Best Adapted Screenplay
Crazy Heart | Scott Cooper | WGA | 0,0 |
District 9 | Neill Blomkamp, Terri Tatchell | CC, GG | both 0,0 |
An Education | Nick Hornby | CC | 0,0 |
Fantastic Mr. Fox | Wes Anderson, Noah Baumbach | CC | both 1,0 |
Julie and Julia | Nora Ephron | WGA | 3,0 |
Precious | Geoffrey Fletcher | CC, WGA | 0,0 |
A Single Man | Tom Ford, David Scearce | CC | both 0,0 |
Star Trek | Roberto Orci, Alex Kurtzman | WGA | both 0,0 |
Up in the Air | Jason Reitman, Sheldon Turner | *LAFC, *NBR, *CC, *GG, WGA | both 0,0 [writing only] |
Leading the pack are Jason Reitman and Sheldon Turner for taking the interior monologue of the Walter Kirn novel Up in the Air and bringing it to an external, visual medium. Similarly, Geoffrey Fletcher will score for reworking the first-person narrative of Precious (which is, as its awkward subtitle declares, Based on the Novel ‘Push’ By Sapphire.) An Education missed out on a WGA nod on an eligibility technicality, but Nick Hornby’s tender adaptation of Lynn Barber’s memoir will easily land in the Academy’s top five.

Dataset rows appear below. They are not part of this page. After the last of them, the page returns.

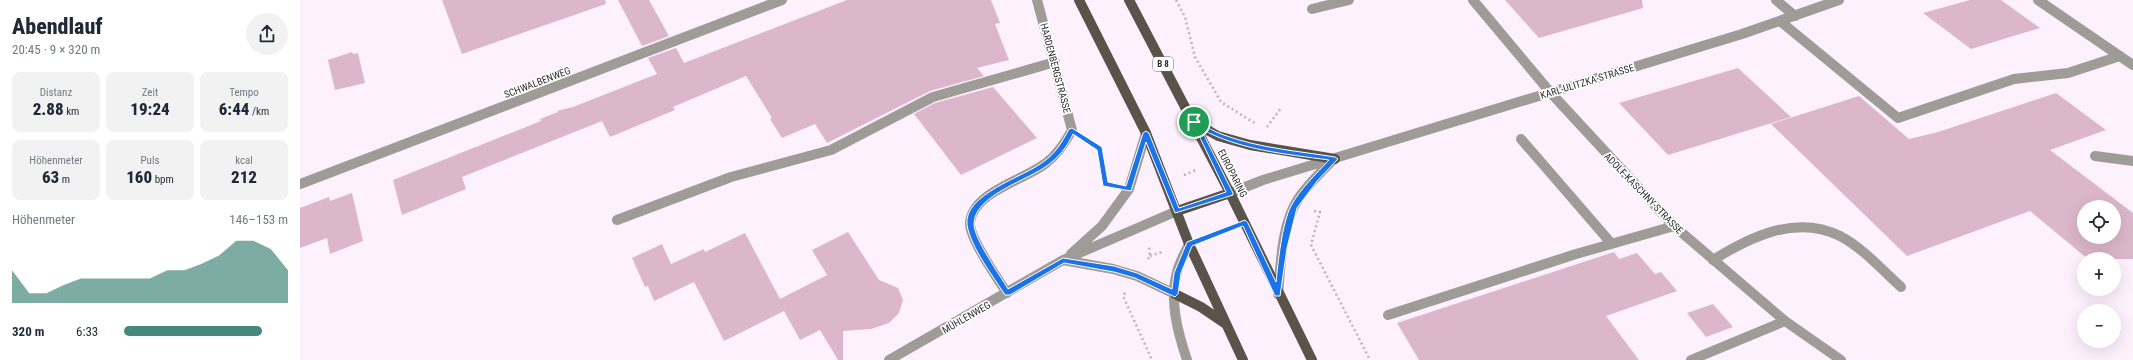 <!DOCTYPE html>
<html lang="de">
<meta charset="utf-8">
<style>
body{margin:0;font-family:"Roboto Condensed",sans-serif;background:#f2f2f3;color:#1f2937;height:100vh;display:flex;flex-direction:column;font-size:15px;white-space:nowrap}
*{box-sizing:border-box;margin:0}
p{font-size:13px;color:#747a83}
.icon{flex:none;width:22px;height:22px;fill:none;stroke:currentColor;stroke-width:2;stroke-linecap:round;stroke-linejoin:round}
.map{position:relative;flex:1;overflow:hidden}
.sheet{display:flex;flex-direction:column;background:#fff;width:300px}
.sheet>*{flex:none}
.fabs{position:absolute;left:1777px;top:200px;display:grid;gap:8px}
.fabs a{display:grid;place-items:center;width:44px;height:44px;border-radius:50%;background:#fff;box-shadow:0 4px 16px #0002;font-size:20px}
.pin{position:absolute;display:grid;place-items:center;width:34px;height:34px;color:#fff;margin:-17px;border:2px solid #fff;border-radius:50%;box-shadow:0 1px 4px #0007}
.round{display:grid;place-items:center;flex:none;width:42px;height:42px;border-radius:21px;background:#f2f2f3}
.summary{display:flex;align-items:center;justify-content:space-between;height:68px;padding:0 12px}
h1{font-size:22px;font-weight:800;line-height:30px}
.figures{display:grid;grid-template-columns:repeat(3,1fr);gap:6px;height:68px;padding:4px 12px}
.figures div{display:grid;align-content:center;border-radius:8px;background:#f2f2f3;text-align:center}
.figures b{font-size:17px;font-weight:800}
.figures small{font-size:11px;font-weight:400}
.figures p{font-size:11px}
.chart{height:112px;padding:8px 12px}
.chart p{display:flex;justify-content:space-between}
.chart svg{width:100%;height:72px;margin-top:4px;fill:#45897c;opacity:.7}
ul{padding:0 12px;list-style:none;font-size:13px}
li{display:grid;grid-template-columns:64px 48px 1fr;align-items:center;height:30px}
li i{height:10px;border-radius:5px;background:#45897c}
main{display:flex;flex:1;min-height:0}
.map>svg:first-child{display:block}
.building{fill:#dcb7cb;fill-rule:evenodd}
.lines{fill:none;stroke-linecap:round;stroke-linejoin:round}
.path{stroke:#bdb4bd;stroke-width:2.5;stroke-dasharray:2 3;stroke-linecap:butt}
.service{stroke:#9f9b96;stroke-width:10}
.minor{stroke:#9f9b96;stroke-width:10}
.primary{stroke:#595349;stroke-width:10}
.route{fill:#1a73e8;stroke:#fff;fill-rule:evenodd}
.labels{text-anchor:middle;stroke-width:3.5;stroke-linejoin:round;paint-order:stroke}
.shield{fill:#fff;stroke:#6d6a6d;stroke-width:1}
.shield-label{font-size:9px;font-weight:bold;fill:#2e2a2e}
.street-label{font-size:10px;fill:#2e2a2e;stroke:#fff}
</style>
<main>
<section class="sheet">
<div class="summary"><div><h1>Abendlauf</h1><p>20:45 · 9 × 320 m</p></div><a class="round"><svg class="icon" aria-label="share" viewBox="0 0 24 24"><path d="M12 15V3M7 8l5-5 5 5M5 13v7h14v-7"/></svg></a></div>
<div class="figures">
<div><p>Distanz</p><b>2.88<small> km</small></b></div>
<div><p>Zeit</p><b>19:24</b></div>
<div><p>Tempo</p><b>6:44<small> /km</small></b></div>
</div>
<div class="figures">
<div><p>Höhenmeter</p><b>63<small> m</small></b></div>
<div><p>Puls</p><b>160<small> bpm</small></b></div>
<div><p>kcal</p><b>212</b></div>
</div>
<div class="chart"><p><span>Höhenmeter</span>146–153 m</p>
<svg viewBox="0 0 160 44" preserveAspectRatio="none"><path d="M0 44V24L10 38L20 38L30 33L40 29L50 29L60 29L70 29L80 29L90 24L100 24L110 20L120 15L130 6L140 6L150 11L160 24V44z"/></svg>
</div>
<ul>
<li><b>320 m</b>6:33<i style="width:84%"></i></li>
</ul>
</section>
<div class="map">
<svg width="1833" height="360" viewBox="0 0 1833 360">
<rect width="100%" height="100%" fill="#fcf1fd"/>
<path class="building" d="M 142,0 L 305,0 L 306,4 L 162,54 Z
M 318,0 L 349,0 L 369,36 L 342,46 Z
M 547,0 L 691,0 L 700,23 L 695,24 L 709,60 L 677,68 L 684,76 L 630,91 L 527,143 L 515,124 L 482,138 L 470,119 L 472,118 L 446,76 L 373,107 L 375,110 L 310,137 L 302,121 L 162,177 L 166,189 L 102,215 L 93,180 L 241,121 L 240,119 L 258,112 L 257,111 L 273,107 L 357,74 L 348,58 L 376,48 L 384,63 Z
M 1205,0 L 1342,0 L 1343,8 L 1239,38 Z
M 1670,0 L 1701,0 L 1740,28 L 1671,49 L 1623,13 Z
M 52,52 L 53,54 L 58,53 L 65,83 L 35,90 L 28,60 Z
M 1438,68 L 1491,117 L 1368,155 L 1319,103 Z
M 693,87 L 737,138 L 661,175 L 614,114 L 635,103 Z
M 1756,93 L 1806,130 L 1750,150 L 1833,213 L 1833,259 L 1788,259 L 1730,211 L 1607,256 L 1471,124 L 1559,96 L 1609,139 L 1638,132 ZM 1784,207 L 1814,207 L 1814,237 L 1784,237 Z
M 52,193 L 63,241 L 30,254 L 27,238 L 0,248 L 0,208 L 29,197 L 30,201 Z
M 548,232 L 579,280 L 598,288 L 603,300 L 599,313 L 589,323 L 571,329 L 543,331 L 543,360 L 538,360 L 520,330 L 500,340 L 484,311 L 424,341 L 394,282 L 354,301 L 348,286 L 345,287 L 332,258 L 362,244 L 371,264 L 404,249 L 405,252 L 445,233 L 480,299 L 527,275 L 512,250 Z
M 1314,252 L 1319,259 L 1337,253 L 1355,274 L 1361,272 L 1377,291 L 1306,316 L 1339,360 L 1119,360 L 1097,323 Z
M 1413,304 L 1433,327 L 1406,337 L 1387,313 Z"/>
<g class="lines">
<path class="path" d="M 876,0 L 885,17 L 895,57 L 921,102 L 956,124
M 967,127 L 981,108
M 789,141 L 800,148 L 805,184 L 807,184
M 884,175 L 896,170
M 1014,211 L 1020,212 L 1011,245 L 1070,360
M 907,237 L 925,230
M 850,256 L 862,252
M 848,259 L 850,256 L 849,246
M 825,293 L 823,296 L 852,360"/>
<path class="service" d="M 1476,0 L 1495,16
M 1012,9 L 1049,0
M 1480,21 L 1598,118 L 1714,79 L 1768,73 L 1820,56
M 1221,139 L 1311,243
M 1795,156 L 1833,161
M 317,220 L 431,177 L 531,150 L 633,97 L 755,62
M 1413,260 C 1450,237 1496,214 1540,236 C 1563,248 1582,270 1601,287
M 1088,315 L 1276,254 L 1374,226
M 1391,360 L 1485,321"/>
<path class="minor" d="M 1173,0 L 1250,92 L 1374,226 L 1485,321 L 1541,360
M 1738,0 L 1833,65
M 0,184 L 482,0
M 930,193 L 963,180 L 1442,34 L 1539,0
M 771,254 L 802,226 L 829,189 L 846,133
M 763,260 L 813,269 L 837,276 L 875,294
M 707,293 C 698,279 669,238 670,223 C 672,192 725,180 746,163 C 758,154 765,143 772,130 L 737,0
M 978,294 C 981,263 981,226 998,199 C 1008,184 1021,172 1033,160
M 589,360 L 763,260 L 877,211
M 887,360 C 878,333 869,301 877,272 C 879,263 885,253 889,244"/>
<path class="primary" d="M 779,0 L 846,133 L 889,244 L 943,360
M 829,0 L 930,193 L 1012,360
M 895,123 L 918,136 L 950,145 L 1035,159
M 877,211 L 930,193
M 875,294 L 901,307 L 926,324"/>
</g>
<path class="route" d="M 892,121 L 896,121 C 905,126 915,132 924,135 C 959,148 998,151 1035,157 L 1038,159 L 1018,180 L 997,208 L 987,248 L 980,296 L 975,296 L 943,226 L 892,246 L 881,273 L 878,294 L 875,297 L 835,278 L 814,272 L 764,263 L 710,295 L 705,295 C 693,276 671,248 667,225 C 663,194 724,177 743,162 C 756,153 762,142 769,129 L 772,128 L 802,147 L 808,182 L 826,186 L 843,133 L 846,131 L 849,133 L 879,208 L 926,192 ZM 901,129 C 940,150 985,154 1029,160 C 1016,174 1000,189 991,206 C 982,223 978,263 976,282 L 948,223 L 945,220 L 887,242 L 874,273 L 872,289 L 837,273 L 814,266 L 763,258 L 708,289 C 700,275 674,239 674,224 C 674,195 729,180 748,165 C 759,157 767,147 773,134 L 797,150 L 803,186 L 831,191 L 846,142 L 875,213 L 933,195 L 933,193 Z"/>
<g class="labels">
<rect class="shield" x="853" y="57" width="20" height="14" rx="3"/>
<g class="shield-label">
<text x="863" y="67">B 8</text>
</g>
<g class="street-label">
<text transform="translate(756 68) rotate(75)" y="4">HARDENBERGSTRASSE</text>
<text transform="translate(1287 81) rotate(-17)" y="4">KARL-ULITZKA-STRASSE</text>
<text transform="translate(237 82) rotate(-21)" y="4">SCHWALBENWEG</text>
<text transform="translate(933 173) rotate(63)" y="4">EUROPARING</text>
<text transform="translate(1344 193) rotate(46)" y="4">ADOLF-KASCHNY-STRASSE</text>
<text transform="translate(666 317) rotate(-30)" y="4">MÜHLENWEG</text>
</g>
</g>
</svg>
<div class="fabs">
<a><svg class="icon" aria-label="locate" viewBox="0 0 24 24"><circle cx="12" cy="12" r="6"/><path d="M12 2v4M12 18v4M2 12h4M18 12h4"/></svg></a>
<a>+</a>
<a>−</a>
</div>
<div class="pin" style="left:894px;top:122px;background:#1e9e55"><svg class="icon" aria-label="arrive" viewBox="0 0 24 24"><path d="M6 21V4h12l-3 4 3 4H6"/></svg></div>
</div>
</main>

Surely that film’s exclusion is the only explanation for the WGA’s inclusion of Julie and Julia; Nora Ephron’s grafting of the memoirs by Ms. Powell and Ms. Child was universally panned for its dreadful Julie half (and merely adequate Julia half.) So I’ll give one wild card slot to the low-key Crazy Heart, which avoided every cliché it approached, and the other to sleeper hit District 9, the apartheid allegory (based on a short film) that’s already on its way to cult classic status.
The remaining candidates are A Single Man, Fantastic Mr. Fox, Michael Hoffman’s The Last Station, Anthony Peckham’s Invictus, and Star Trek.